• _What you have to do_
Go through the data and retrieve each line that includes the string "list".
————————
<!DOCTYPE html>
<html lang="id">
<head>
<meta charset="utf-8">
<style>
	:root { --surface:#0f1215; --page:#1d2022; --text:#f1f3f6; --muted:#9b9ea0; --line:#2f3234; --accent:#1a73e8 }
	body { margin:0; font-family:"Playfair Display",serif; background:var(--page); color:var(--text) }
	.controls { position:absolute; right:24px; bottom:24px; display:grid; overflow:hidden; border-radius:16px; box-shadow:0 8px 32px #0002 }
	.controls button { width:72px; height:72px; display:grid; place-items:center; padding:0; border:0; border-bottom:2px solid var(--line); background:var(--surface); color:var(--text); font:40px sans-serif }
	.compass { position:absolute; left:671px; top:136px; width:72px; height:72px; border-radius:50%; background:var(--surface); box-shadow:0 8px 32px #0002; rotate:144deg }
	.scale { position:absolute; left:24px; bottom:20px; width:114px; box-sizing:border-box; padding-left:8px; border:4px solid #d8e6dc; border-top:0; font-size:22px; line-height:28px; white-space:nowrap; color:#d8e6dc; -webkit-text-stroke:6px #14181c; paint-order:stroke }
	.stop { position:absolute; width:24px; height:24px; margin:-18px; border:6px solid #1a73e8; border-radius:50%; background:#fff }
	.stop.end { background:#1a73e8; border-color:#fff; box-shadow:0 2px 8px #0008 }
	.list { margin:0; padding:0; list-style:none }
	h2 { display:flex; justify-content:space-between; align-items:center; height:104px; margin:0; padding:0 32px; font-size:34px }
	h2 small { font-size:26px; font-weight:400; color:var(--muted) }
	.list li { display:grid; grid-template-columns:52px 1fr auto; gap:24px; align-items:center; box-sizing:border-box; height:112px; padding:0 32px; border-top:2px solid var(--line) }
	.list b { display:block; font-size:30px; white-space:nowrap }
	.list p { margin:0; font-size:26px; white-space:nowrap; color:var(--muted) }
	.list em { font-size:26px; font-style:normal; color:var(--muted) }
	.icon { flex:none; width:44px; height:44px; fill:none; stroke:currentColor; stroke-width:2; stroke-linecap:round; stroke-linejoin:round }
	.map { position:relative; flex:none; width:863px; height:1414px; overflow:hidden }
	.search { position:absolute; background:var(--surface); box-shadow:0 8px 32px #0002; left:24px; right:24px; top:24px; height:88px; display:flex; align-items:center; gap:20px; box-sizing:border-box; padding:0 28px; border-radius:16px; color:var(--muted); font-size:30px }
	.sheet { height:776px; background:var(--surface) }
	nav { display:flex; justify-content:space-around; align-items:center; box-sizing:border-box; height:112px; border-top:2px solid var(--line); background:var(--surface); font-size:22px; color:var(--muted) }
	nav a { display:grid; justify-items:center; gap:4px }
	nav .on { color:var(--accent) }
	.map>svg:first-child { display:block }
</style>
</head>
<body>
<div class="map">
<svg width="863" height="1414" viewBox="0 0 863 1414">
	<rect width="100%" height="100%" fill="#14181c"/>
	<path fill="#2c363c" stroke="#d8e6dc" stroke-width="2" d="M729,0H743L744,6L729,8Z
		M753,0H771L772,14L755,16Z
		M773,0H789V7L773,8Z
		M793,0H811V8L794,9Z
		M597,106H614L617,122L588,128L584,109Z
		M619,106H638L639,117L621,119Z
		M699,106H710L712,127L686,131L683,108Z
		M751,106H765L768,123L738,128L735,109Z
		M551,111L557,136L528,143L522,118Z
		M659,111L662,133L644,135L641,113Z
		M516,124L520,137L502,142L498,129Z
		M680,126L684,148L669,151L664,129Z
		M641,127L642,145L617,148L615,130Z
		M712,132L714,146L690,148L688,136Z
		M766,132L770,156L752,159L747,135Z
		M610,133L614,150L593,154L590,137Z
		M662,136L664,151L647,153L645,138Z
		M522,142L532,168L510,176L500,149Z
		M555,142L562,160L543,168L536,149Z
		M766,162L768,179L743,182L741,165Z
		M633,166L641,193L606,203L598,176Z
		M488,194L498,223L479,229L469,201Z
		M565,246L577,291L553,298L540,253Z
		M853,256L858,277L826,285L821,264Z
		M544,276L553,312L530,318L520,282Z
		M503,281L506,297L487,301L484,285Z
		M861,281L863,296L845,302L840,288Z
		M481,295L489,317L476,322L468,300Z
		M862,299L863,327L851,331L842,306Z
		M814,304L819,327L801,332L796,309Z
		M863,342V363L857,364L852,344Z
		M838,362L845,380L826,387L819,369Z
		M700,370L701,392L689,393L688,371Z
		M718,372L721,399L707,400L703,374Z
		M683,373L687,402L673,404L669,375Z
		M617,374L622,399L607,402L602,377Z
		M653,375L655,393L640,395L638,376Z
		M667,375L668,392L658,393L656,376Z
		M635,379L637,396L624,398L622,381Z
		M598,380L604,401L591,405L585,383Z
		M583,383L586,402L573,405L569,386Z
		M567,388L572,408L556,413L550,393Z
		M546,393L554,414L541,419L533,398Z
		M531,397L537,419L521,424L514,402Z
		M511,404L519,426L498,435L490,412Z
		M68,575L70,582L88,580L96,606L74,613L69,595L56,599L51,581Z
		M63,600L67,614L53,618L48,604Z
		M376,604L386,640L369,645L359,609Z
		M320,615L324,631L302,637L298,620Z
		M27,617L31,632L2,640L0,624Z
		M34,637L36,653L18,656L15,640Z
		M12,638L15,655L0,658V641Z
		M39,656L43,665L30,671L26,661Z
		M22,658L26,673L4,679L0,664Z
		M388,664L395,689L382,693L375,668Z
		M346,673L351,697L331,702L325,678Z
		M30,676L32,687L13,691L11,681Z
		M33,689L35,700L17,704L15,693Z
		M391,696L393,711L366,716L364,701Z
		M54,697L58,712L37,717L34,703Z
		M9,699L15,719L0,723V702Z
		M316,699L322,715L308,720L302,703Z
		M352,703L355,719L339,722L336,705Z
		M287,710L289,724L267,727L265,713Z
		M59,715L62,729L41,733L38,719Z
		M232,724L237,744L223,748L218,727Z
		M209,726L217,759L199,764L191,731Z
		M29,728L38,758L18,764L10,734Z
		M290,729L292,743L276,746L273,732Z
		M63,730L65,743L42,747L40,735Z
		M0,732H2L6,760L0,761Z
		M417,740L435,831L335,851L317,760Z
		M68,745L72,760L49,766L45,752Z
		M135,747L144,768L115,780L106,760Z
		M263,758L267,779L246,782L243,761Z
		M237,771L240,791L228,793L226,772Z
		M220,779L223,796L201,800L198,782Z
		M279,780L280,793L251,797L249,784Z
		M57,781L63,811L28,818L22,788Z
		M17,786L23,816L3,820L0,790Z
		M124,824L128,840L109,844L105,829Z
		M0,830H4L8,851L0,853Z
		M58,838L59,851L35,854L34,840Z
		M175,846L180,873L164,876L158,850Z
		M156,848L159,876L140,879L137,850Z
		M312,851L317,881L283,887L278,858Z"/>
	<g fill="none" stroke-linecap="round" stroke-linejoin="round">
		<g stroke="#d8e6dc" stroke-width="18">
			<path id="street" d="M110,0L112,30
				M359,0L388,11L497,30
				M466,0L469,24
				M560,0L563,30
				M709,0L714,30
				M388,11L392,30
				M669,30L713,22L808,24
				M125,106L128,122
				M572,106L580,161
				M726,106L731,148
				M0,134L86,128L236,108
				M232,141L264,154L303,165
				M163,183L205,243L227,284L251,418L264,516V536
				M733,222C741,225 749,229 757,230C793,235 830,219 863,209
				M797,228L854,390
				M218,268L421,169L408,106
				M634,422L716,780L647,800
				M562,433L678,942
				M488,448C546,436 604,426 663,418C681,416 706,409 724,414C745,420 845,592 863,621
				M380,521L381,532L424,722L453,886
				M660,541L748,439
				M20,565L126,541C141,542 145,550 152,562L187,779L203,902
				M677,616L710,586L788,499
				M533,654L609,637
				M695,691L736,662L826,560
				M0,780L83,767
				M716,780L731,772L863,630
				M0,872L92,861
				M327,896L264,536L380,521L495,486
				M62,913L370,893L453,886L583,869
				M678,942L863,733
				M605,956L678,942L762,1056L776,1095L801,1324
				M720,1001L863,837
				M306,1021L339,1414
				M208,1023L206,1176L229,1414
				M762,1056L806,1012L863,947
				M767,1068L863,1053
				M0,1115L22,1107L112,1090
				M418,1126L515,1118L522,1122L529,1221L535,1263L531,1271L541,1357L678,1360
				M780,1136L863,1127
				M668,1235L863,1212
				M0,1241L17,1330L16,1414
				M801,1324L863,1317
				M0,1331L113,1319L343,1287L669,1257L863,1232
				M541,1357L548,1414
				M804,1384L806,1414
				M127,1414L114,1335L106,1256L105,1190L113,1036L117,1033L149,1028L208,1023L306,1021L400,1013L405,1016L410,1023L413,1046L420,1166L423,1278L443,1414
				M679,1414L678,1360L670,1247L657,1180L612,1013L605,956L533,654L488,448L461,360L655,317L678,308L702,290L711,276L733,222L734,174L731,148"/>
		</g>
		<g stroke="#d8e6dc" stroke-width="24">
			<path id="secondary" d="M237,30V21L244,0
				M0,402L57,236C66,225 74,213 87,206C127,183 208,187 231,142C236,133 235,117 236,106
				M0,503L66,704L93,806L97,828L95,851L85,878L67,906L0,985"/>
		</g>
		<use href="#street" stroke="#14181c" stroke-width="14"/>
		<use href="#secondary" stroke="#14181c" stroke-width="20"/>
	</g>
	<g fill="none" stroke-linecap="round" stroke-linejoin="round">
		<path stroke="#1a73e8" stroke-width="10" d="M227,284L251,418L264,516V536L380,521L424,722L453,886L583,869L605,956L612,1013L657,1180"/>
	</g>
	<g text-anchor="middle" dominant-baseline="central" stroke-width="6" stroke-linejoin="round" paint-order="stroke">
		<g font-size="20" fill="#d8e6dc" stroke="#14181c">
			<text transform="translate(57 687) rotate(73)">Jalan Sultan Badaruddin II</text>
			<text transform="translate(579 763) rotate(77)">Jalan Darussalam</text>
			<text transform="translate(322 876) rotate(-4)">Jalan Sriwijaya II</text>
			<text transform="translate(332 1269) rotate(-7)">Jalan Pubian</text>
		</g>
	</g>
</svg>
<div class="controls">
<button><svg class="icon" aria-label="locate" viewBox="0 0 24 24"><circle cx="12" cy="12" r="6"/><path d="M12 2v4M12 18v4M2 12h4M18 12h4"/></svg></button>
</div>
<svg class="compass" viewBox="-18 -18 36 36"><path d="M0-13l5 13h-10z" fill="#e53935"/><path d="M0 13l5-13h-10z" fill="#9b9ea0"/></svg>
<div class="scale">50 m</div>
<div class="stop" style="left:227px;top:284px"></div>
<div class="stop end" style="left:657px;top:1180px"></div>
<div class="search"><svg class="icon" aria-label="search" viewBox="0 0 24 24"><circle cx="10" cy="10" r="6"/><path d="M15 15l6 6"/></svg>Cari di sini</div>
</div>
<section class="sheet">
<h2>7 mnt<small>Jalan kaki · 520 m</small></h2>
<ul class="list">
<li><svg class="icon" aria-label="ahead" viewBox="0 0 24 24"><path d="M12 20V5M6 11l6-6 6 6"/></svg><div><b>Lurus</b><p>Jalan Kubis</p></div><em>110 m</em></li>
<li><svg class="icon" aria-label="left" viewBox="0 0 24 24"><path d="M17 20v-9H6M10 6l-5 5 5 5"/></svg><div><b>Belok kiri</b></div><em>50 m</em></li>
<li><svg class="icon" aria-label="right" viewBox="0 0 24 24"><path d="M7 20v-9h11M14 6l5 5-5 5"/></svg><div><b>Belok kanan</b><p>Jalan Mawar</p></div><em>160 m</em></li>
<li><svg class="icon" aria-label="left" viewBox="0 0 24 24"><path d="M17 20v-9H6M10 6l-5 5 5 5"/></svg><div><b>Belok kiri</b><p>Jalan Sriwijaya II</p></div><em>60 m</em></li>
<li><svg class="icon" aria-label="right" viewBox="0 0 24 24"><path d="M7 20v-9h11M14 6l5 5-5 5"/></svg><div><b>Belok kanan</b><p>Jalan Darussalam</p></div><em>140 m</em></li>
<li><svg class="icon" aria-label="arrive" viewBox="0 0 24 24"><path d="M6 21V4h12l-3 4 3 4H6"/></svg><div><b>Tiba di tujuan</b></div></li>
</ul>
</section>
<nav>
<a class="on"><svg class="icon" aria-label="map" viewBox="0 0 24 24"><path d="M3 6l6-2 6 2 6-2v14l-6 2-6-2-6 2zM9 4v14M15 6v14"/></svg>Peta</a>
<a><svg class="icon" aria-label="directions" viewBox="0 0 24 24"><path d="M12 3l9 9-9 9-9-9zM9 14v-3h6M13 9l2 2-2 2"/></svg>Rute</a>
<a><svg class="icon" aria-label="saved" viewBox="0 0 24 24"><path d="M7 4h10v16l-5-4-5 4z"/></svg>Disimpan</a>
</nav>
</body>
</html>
————————
• _Answer area_
	.list { margin:0; padding:0; list-style:none }
	.list li { display:grid; grid-template-columns:52px 1fr auto; gap:24px; align-items:center; box-sizing:border-box; height:112px; padding:0 32px; border-top:2px solid var(--line) }
	.list b { display:block; font-size:30px; white-space:nowrap }
	.list p { margin:0; font-size:26px; white-space:nowrap; color:var(--muted) }
	.list em { font-size:26px; font-style:normal; color:var(--muted) }
<ul class="list">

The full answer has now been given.